(Data for the task):
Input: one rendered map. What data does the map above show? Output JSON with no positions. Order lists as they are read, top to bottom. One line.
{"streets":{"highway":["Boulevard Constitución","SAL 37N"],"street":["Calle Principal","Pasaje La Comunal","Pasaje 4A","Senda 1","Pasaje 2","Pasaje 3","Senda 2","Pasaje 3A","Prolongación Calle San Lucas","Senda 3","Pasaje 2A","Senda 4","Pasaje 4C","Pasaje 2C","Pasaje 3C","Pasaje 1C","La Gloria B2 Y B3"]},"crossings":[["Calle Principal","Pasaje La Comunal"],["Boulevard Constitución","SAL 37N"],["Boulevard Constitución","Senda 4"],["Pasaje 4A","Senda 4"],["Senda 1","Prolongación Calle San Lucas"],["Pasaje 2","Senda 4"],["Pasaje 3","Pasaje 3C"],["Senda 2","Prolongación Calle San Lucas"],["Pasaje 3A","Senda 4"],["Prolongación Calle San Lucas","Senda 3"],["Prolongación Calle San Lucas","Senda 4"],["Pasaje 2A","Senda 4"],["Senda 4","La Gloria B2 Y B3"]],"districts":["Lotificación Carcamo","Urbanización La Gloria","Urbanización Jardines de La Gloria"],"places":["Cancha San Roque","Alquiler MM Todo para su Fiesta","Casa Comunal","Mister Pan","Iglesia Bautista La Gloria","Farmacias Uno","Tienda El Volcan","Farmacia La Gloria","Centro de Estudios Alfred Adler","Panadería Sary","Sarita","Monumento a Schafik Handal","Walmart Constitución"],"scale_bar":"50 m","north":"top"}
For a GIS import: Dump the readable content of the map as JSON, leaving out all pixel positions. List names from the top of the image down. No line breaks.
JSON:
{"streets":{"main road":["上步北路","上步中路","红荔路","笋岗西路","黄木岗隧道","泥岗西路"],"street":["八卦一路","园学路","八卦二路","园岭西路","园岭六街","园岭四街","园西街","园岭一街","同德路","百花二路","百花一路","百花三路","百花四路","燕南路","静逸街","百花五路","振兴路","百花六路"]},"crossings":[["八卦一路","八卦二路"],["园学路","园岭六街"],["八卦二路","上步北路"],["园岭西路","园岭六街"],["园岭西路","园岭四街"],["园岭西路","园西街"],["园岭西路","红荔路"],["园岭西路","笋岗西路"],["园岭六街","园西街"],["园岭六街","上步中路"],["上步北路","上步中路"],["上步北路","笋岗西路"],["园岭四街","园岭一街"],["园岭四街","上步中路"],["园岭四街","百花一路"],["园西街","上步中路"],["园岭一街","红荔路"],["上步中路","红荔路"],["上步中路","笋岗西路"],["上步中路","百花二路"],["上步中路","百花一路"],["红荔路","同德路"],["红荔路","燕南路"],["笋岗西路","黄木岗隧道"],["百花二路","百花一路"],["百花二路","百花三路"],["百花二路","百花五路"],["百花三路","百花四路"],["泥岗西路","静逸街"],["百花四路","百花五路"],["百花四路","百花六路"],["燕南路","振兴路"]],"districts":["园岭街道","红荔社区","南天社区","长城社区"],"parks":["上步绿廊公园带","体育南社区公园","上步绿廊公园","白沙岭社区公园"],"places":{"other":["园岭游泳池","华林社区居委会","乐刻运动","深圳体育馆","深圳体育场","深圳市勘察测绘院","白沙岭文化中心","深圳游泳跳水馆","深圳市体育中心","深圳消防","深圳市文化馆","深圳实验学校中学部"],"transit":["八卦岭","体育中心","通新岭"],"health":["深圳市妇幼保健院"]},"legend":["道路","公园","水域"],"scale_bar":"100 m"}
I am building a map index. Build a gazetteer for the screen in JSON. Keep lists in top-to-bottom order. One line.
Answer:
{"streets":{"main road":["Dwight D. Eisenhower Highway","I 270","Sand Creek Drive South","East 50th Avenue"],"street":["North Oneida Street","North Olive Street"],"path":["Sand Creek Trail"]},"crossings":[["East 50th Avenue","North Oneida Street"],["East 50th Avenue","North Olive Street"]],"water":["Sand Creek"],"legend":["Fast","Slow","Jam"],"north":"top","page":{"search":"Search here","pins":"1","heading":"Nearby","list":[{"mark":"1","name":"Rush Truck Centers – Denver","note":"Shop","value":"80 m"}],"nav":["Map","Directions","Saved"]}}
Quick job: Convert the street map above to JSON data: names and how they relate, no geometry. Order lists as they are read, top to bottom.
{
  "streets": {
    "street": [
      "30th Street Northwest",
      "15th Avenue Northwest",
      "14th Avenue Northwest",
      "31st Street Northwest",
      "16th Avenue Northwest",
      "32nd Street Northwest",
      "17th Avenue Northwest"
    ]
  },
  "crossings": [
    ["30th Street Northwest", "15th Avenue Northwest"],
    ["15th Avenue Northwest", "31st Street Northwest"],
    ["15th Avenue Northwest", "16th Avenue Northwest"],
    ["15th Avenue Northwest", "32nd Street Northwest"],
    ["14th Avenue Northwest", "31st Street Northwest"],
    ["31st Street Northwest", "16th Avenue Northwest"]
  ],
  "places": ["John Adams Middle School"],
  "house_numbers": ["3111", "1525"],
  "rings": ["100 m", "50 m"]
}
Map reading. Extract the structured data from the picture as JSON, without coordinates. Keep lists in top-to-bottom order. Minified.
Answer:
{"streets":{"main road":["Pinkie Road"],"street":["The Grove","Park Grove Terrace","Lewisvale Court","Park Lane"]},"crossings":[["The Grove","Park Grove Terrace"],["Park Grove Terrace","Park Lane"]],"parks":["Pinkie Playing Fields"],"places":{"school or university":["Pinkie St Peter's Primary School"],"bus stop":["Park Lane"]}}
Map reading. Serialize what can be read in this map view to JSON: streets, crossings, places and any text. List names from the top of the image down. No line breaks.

(Assigned task): Retype the material in full, character for character.

(Problem solution):
Input: one rendered map. What data does the map above show? Output JSON with no positions. Order lists as they are read, top to bottom. One line.
{"streets":{"highway":["Boulevard Constitución","SAL 37N"],"street":["Calle Principal","Pasaje La Comunal","Pasaje 4A","Senda 1","Pasaje 2","Pasaje 3","Senda 2","Pasaje 3A","Prolongación Calle San Lucas","Senda 3","Pasaje 2A","Senda 4","Pasaje 4C","Pasaje 2C","Pasaje 3C","Pasaje 1C","La Gloria B2 Y B3"]},"crossings":[["Calle Principal","Pasaje La Comunal"],["Boulevard Constitución","SAL 37N"],["Boulevard Constitución","Senda 4"],["Pasaje 4A","Senda 4"],["Senda 1","Prolongación Calle San Lucas"],["Pasaje 2","Senda 4"],["Pasaje 3","Pasaje 3C"],["Senda 2","Prolongación Calle San Lucas"],["Pasaje 3A","Senda 4"],["Prolongación Calle San Lucas","Senda 3"],["Prolongación Calle San Lucas","Senda 4"],["Pasaje 2A","Senda 4"],["Senda 4","La Gloria B2 Y B3"]],"districts":["Lotificación Carcamo","Urbanización La Gloria","Urbanización Jardines de La Gloria"],"places":["Cancha San Roque","Alquiler MM Todo para su Fiesta","Casa Comunal","Mister Pan","Iglesia Bautista La Gloria","Farmacias Uno","Tienda El Volcan","Farmacia La Gloria","Centro de Estudios Alfred Adler","Panadería Sary","Sarita","Monumento a Schafik Handal","Walmart Constitución"],"scale_bar":"50 m","north":"top"}
For a GIS import: Dump the readable content of the map as JSON, leaving out all pixel positions. List names from the top of the image down. No line breaks.
JSON:
{"streets":{"main road":["上步北路","上步中路","红荔路","笋岗西路","黄木岗隧道","泥岗西路"],"street":["八卦一路","园学路","八卦二路","园岭西路","园岭六街","园岭四街","园西街","园岭一街","同德路","百花二路","百花一路","百花三路","百花四路","燕南路","静逸街","百花五路","振兴路","百花六路"]},"crossings":[["八卦一路","八卦二路"],["园学路","园岭六街"],["八卦二路","上步北路"],["园岭西路","园岭六街"],["园岭西路","园岭四街"],["园岭西路","园西街"],["园岭西路","红荔路"],["园岭西路","笋岗西路"],["园岭六街","园西街"],["园岭六街","上步中路"],["上步北路","上步中路"],["上步北路","笋岗西路"],["园岭四街","园岭一街"],["园岭四街","上步中路"],["园岭四街","百花一路"],["园西街","上步中路"],["园岭一街","红荔路"],["上步中路","红荔路"],["上步中路","笋岗西路"],["上步中路","百花二路"],["上步中路","百花一路"],["红荔路","同德路"],["红荔路","燕南路"],["笋岗西路","黄木岗隧道"],["百花二路","百花一路"],["百花二路","百花三路"],["百花二路","百花五路"],["百花三路","百花四路"],["泥岗西路","静逸街"],["百花四路","百花五路"],["百花四路","百花六路"],["燕南路","振兴路"]],"districts":["园岭街道","红荔社区","南天社区","长城社区"],"parks":["上步绿廊公园带","体育南社区公园","上步绿廊公园","白沙岭社区公园"],"places":{"other":["园岭游泳池","华林社区居委会","乐刻运动","深圳体育馆","深圳体育场","深圳市勘察测绘院","白沙岭文化中心","深圳游泳跳水馆","深圳市体育中心","深圳消防","深圳市文化馆","深圳实验学校中学部"],"transit":["八卦岭","体育中心","通新岭"],"health":["深圳市妇幼保健院"]},"legend":["道路","公园","水域"],"scale_bar":"100 m"}
I am building a map index. Build a gazetteer for the screen in JSON. Keep lists in top-to-bottom order. One line.
Answer:
{"streets":{"main road":["Dwight D. Eisenhower Highway","I 270","Sand Creek Drive South","East 50th Avenue"],"street":["North Oneida Street","North Olive Street"],"path":["Sand Creek Trail"]},"crossings":[["East 50th Avenue","North Oneida Street"],["East 50th Avenue","North Olive Street"]],"water":["Sand Creek"],"legend":["Fast","Slow","Jam"],"north":"top","page":{"search":"Search here","pins":"1","heading":"Nearby","list":[{"mark":"1","name":"Rush Truck Centers – Denver","note":"Shop","value":"80 m"}],"nav":["Map","Directions","Saved"]}}
Quick job: Convert the street map above to JSON data: names and how they relate, no geometry. Order lists as they are read, top to bottom.
{
  "streets": {
    "street": [
      "30th Street Northwest",
      "15th Avenue Northwest",
      "14th Avenue Northwest",
      "31st Street Northwest",
      "16th Avenue Northwest",
      "32nd Street Northwest",
      "17th Avenue Northwest"
    ]
  },
  "crossings": [
    ["30th Street Northwest", "15th Avenue Northwest"],
    ["15th Avenue Northwest", "31st Street Northwest"],
    ["15th Avenue Northwest", "16th Avenue Northwest"],
    ["15th Avenue Northwest", "32nd Street Northwest"],
    ["14th Avenue Northwest", "31st Street Northwest"],
    ["31st Street Northwest", "16th Avenue Northwest"]
  ],
  "places": ["John Adams Middle School"],
  "house_numbers": ["3111", "1525"],
  "rings": ["100 m", "50 m"]
}
Map reading. Extract the structured data from the picture as JSON, without coordinates. Keep lists in top-to-bottom order. Minified.
Answer:
{"streets":{"main road":["Pinkie Road"],"street":["The Grove","Park Grove Terrace","Lewisvale Court","Park Lane"]},"crossings":[["The Grove","Park Grove Terrace"],["Park Grove Terrace","Park Lane"]],"parks":["Pinkie Playing Fields"],"places":{"school or university":["Pinkie St Peter's Primary School"],"bus stop":["Park Lane"]}}
Map reading. Serialize what can be read in this map view to JSON: streets, crossings, places and any text. List names from the top of the image down. No line breaks.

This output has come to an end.